[Opening INFORMATION SHOWN section]
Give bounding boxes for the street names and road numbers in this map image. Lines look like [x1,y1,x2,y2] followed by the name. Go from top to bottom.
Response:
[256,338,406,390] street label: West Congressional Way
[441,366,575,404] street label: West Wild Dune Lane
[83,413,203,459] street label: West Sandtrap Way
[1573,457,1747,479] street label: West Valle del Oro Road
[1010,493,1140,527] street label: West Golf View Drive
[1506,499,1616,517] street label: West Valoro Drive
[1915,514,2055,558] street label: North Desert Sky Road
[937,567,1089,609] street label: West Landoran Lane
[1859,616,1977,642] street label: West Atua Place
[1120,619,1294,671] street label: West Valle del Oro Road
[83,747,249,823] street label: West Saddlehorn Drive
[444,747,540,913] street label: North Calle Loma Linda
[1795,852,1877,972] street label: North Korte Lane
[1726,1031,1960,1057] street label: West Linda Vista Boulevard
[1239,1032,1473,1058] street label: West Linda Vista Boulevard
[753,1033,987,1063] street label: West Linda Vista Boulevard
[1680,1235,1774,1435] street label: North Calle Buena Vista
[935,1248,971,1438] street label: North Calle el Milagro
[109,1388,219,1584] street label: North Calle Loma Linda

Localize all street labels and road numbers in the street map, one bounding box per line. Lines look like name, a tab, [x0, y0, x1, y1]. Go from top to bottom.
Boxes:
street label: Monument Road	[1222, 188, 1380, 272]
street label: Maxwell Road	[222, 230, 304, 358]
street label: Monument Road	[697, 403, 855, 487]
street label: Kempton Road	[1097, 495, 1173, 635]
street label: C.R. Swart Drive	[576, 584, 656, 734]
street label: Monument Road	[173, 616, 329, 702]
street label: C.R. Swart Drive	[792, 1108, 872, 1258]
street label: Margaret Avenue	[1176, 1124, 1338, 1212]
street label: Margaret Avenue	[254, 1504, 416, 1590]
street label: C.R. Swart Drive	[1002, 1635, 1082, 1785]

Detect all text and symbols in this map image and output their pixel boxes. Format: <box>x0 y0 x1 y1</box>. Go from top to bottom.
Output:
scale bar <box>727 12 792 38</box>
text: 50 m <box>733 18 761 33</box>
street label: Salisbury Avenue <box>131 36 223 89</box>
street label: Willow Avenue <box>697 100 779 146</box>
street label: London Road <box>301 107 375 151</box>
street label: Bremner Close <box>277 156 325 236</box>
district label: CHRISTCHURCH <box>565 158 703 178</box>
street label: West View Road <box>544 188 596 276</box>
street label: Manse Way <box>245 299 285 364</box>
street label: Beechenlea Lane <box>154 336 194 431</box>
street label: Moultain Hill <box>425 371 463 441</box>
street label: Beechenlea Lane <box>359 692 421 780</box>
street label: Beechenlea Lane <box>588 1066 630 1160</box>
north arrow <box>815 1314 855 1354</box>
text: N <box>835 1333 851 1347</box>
[Closing INFORMATION SHOWN section]
• [TASK BRIEF]: Everything in the data above must be restated verbatim.

• [TASK ANSWER]:
Give bounding boxes for the street names and road numbers in this map image. Lines look like [x1,y1,x2,y2] followed by the name. Go from top to bottom.
Response:
[256,338,406,390] street label: West Congressional Way
[441,366,575,404] street label: West Wild Dune Lane
[83,413,203,459] street label: West Sandtrap Way
[1573,457,1747,479] street label: West Valle del Oro Road
[1010,493,1140,527] street label: West Golf View Drive
[1506,499,1616,517] street label: West Valoro Drive
[1915,514,2055,558] street label: North Desert Sky Road
[937,567,1089,609] street label: West Landoran Lane
[1859,616,1977,642] street label: West Atua Place
[1120,619,1294,671] street label: West Valle del Oro Road
[83,747,249,823] street label: West Saddlehorn Drive
[444,747,540,913] street label: North Calle Loma Linda
[1795,852,1877,972] street label: North Korte Lane
[1726,1031,1960,1057] street label: West Linda Vista Boulevard
[1239,1032,1473,1058] street label: West Linda Vista Boulevard
[753,1033,987,1063] street label: West Linda Vista Boulevard
[1680,1235,1774,1435] street label: North Calle Buena Vista
[935,1248,971,1438] street label: North Calle el Milagro
[109,1388,219,1584] street label: North Calle Loma Linda

Localize all street labels and road numbers in the street map, one bounding box per line. Lines look like name, a tab, [x0, y0, x1, y1]. Go from top to bottom.
Boxes:
street label: Monument Road	[1222, 188, 1380, 272]
street label: Maxwell Road	[222, 230, 304, 358]
street label: Monument Road	[697, 403, 855, 487]
street label: Kempton Road	[1097, 495, 1173, 635]
street label: C.R. Swart Drive	[576, 584, 656, 734]
street label: Monument Road	[173, 616, 329, 702]
street label: C.R. Swart Drive	[792, 1108, 872, 1258]
street label: Margaret Avenue	[1176, 1124, 1338, 1212]
street label: Margaret Avenue	[254, 1504, 416, 1590]
street label: C.R. Swart Drive	[1002, 1635, 1082, 1785]

Detect all text and symbols in this map image and output their pixel boxes. Format: <box>x0 y0 x1 y1</box>. Go from top to bottom.
Output:
scale bar <box>727 12 792 38</box>
text: 50 m <box>733 18 761 33</box>
street label: Salisbury Avenue <box>131 36 223 89</box>
street label: Willow Avenue <box>697 100 779 146</box>
street label: London Road <box>301 107 375 151</box>
street label: Bremner Close <box>277 156 325 236</box>
district label: CHRISTCHURCH <box>565 158 703 178</box>
street label: West View Road <box>544 188 596 276</box>
street label: Manse Way <box>245 299 285 364</box>
street label: Beechenlea Lane <box>154 336 194 431</box>
street label: Moultain Hill <box>425 371 463 441</box>
street label: Beechenlea Lane <box>359 692 421 780</box>
street label: Beechenlea Lane <box>588 1066 630 1160</box>
north arrow <box>815 1314 855 1354</box>
text: N <box>835 1333 851 1347</box>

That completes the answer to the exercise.